Multiple points of entry to the alert settings will better enable users to change alert settings
Clear feedback will increase confidence that alert settings have been changed or updated.
Approach & Methodology
With these three objectives in mind I combined task based evaluation and qualitative discovery into my usability test.
Five in-person usability tests and interviews were conducted over one week. The usability tests and follow up questions were video recorded as participants completed tasks with the SAFEcar prototype on an iPhone.

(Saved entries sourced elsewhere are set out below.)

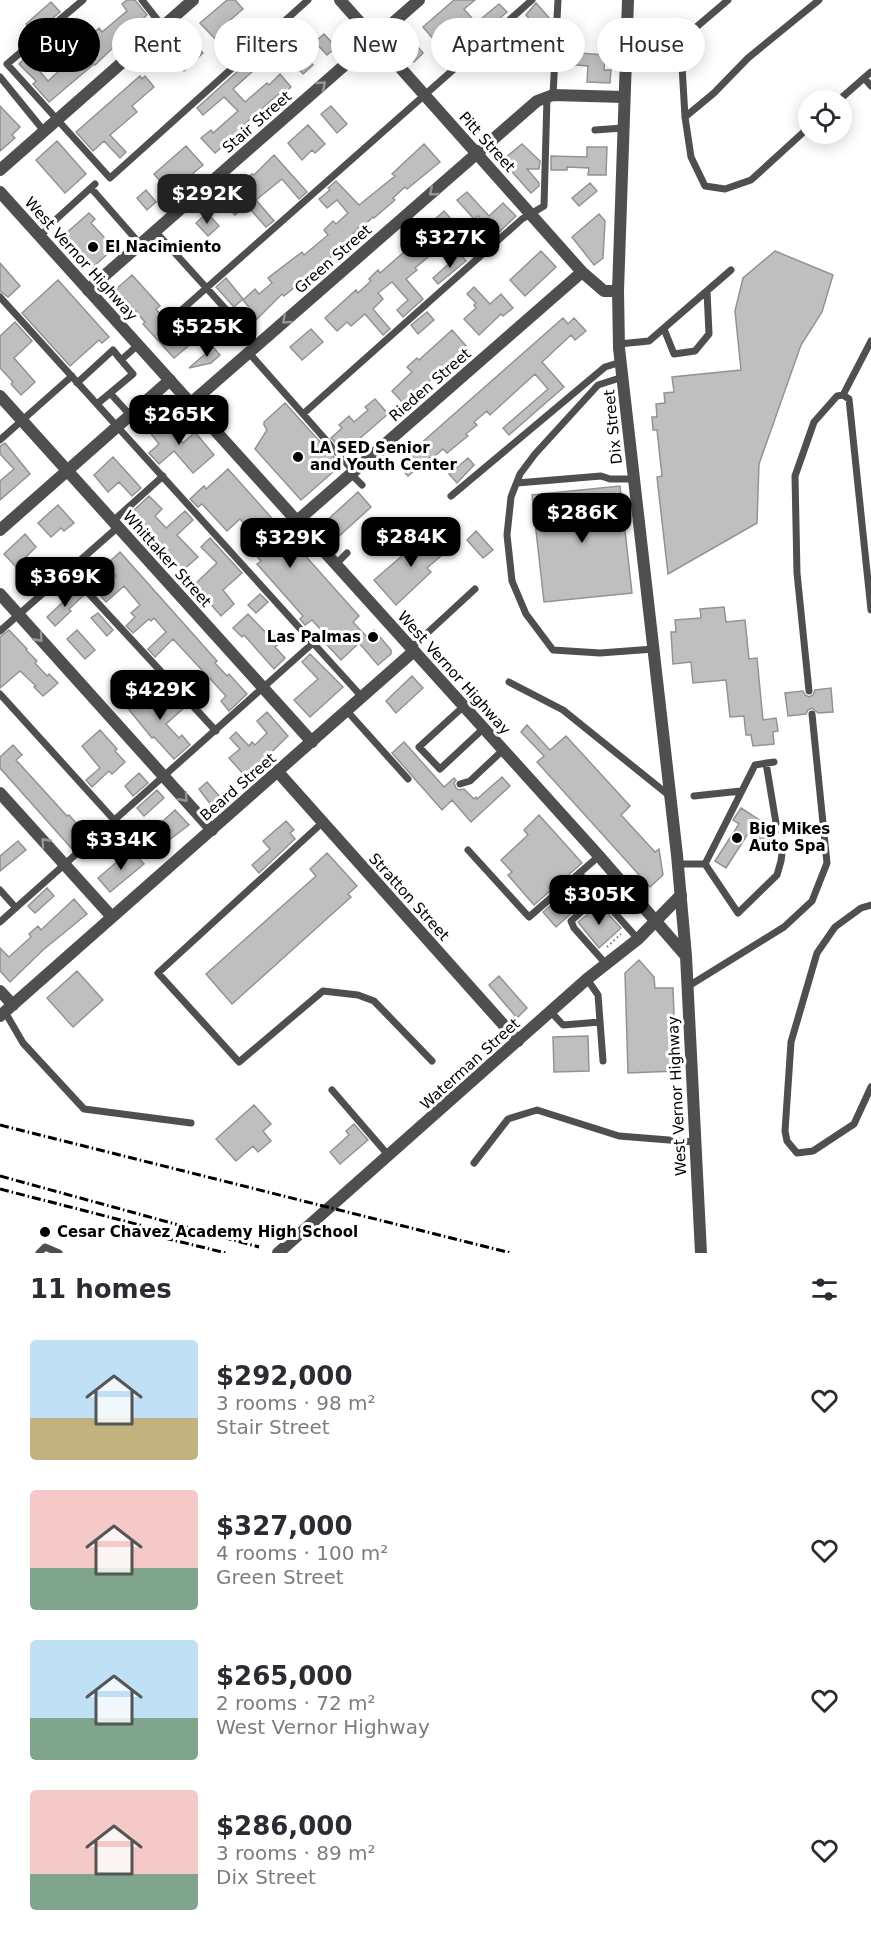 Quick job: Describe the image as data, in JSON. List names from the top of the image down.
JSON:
{
  "streets": {
    "street": [
      "Stair Street",
      "Pitt Street",
      "West Vernor Highway",
      "Green Street",
      "Rieden Street",
      "Dix Street",
      "Whittaker Street",
      "Beard Street",
      "Stratton Street",
      "Waterman Street"
    ]
  },
  "crossings": [
    ["Stair Street", "West Vernor Highway"],
    ["Pitt Street", "Green Street"],
    ["Pitt Street", "Rieden Street"],
    ["Pitt Street", "Dix Street"],
    ["West Vernor Highway", "Green Street"],
    ["West Vernor Highway", "Rieden Street"],
    ["West Vernor Highway", "Dix Street"],
    ["West Vernor Highway", "Beard Street"],
    ["West Vernor Highway", "Waterman Street"],
    ["Dix Street", "Waterman Street"],
    ["Whittaker Street", "Beard Street"],
    ["Beard Street", "Stratton Street"],
    ["Stratton Street", "Waterman Street"]
  ],
  "one_way": ["Stair Street", "Green Street"],
  "places": [
    "El Nacimiento",
    "LA SED Senior and Youth Center",
    "Las Palmas",
    "Big Mikes Auto Spa",
    "Cesar Chavez Academy High School"
  ],
  "page": {
    "chip": [
      "Buy",
      "Rent",
      "Filters",
      "New",
      "Apartment",
      "House"
    ],
    "price": [
      "$292K",
      "$327K",
      "$525K",
      "$265K",
      "$286K",
      "$284K",
      "$329K",
      "$369K",
      "$429K",
      "$334K",
      "$305K"
    ],
    "heading": "11 homes",
    "list": [
      {
        "name": "$292,000",
        "note": "3 rooms · 98 m² · Stair Street"
      },
      {
        "name": "$327,000",
        "note": "4 rooms · 100 m² · Green Street"
      },
      {
        "name": "$265,000",
        "note": "2 rooms · 72 m² · West Vernor Highway"
      },
      {
        "name": "$286,000",
        "note": "3 rooms · 89 m² · Dix Street"
      }
    ]
  }
} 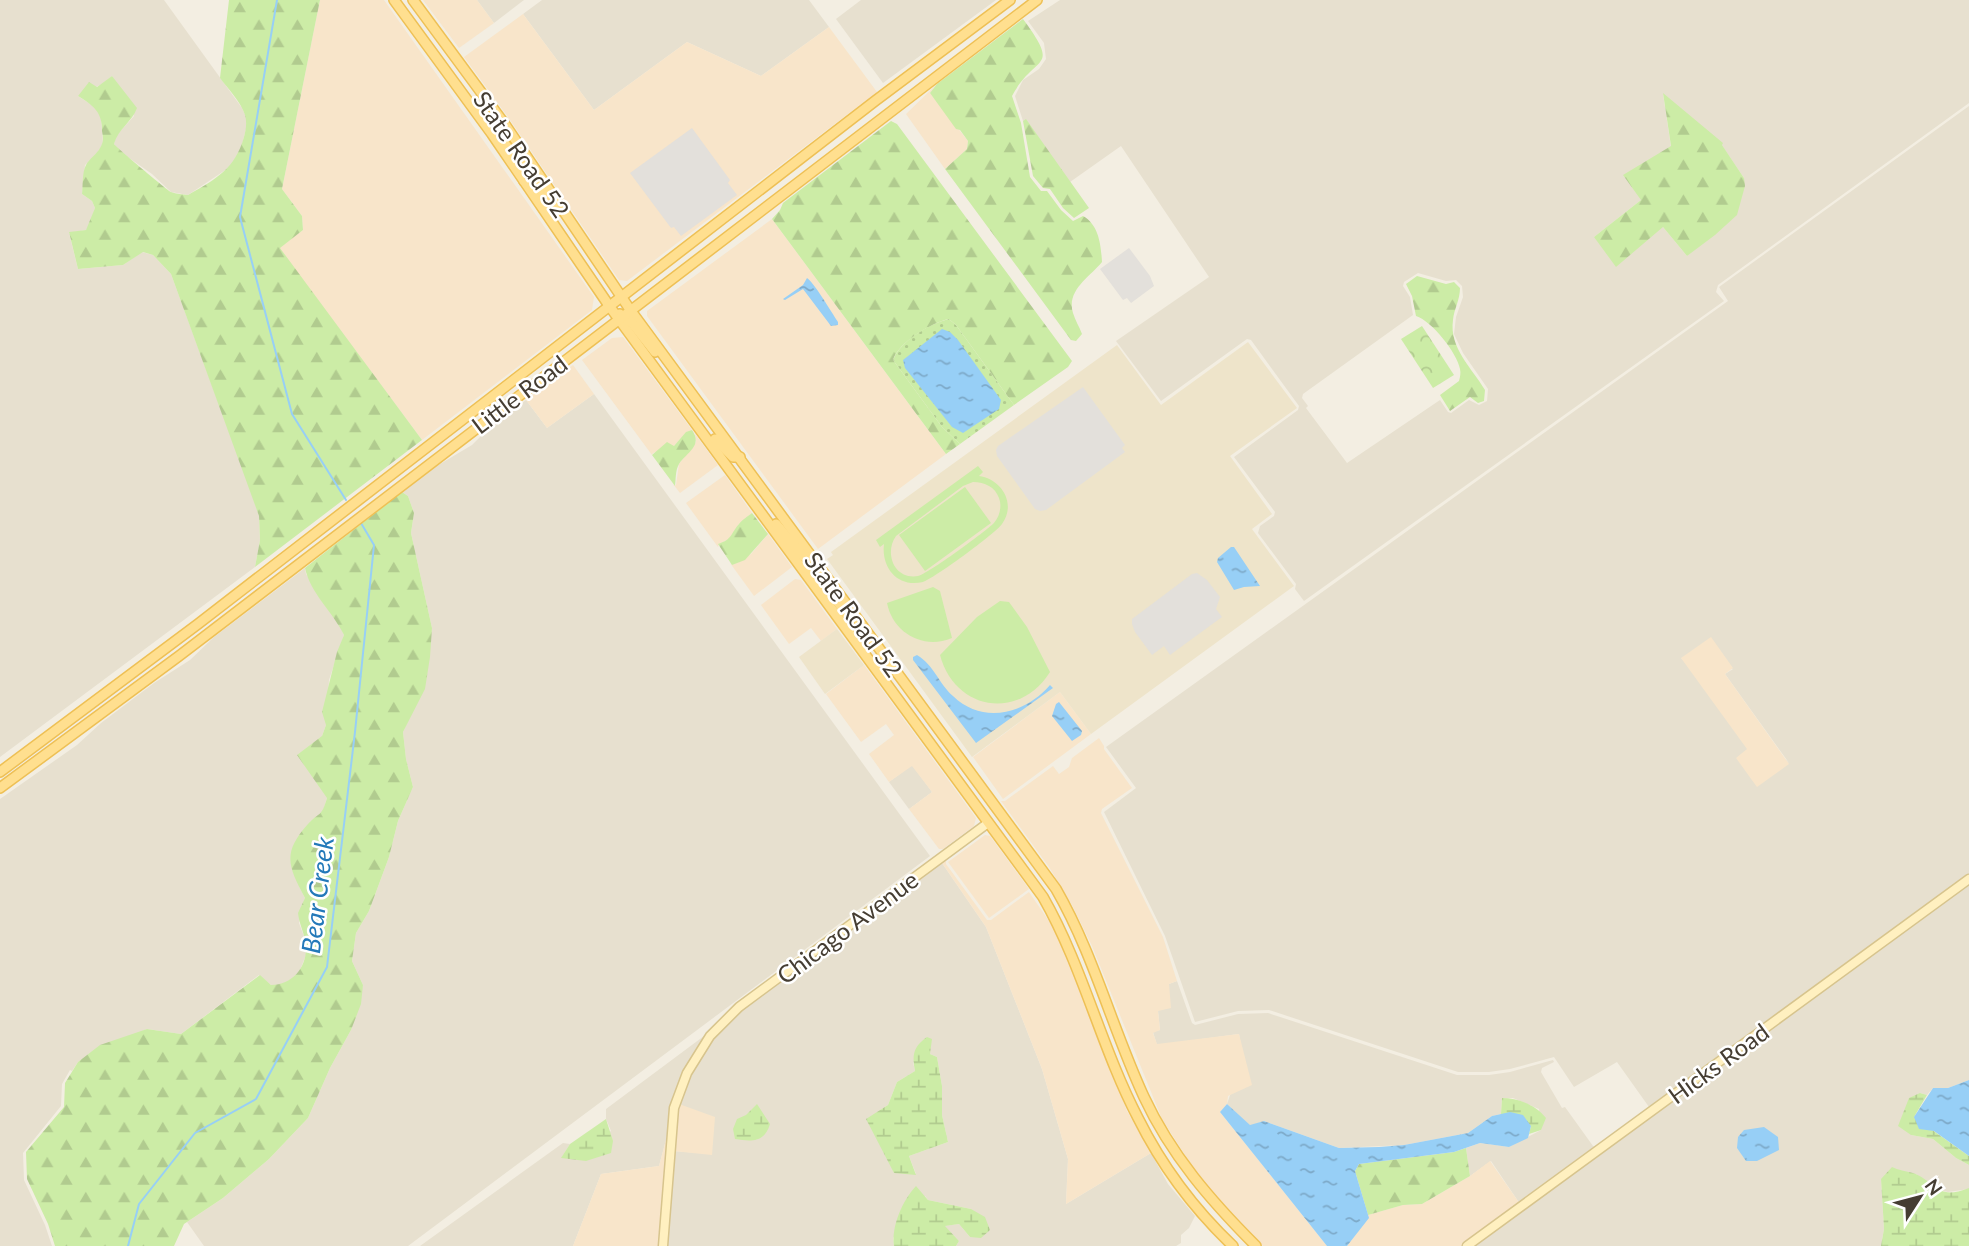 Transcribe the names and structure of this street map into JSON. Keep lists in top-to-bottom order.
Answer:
{
  "streets": {
    "main road": ["State Road 52", "Little Road"],
    "street": ["Chicago Avenue", "Hicks Road"]
  },
  "crossings": [
    ["State Road 52", "Little Road"],
    ["State Road 52", "Chicago Avenue"]
  ],
  "water": ["Bear Creek"],
  "north": "top right"
}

To measure the learnability of the video feed set up and changing alert settings I used asked target users to complete three tasks:
The first task was to set up the video feeds in the app
Since the app is still in development I did not have video cameras for users to interact with during the set up. To replicate the experience, I substituted a video camera with a bluetooth Bose® Speaker that makes a sound when the power button is pressed and it connects to a device.
The second task was to enable alerts
And lastly, I asked users to change their alert settings.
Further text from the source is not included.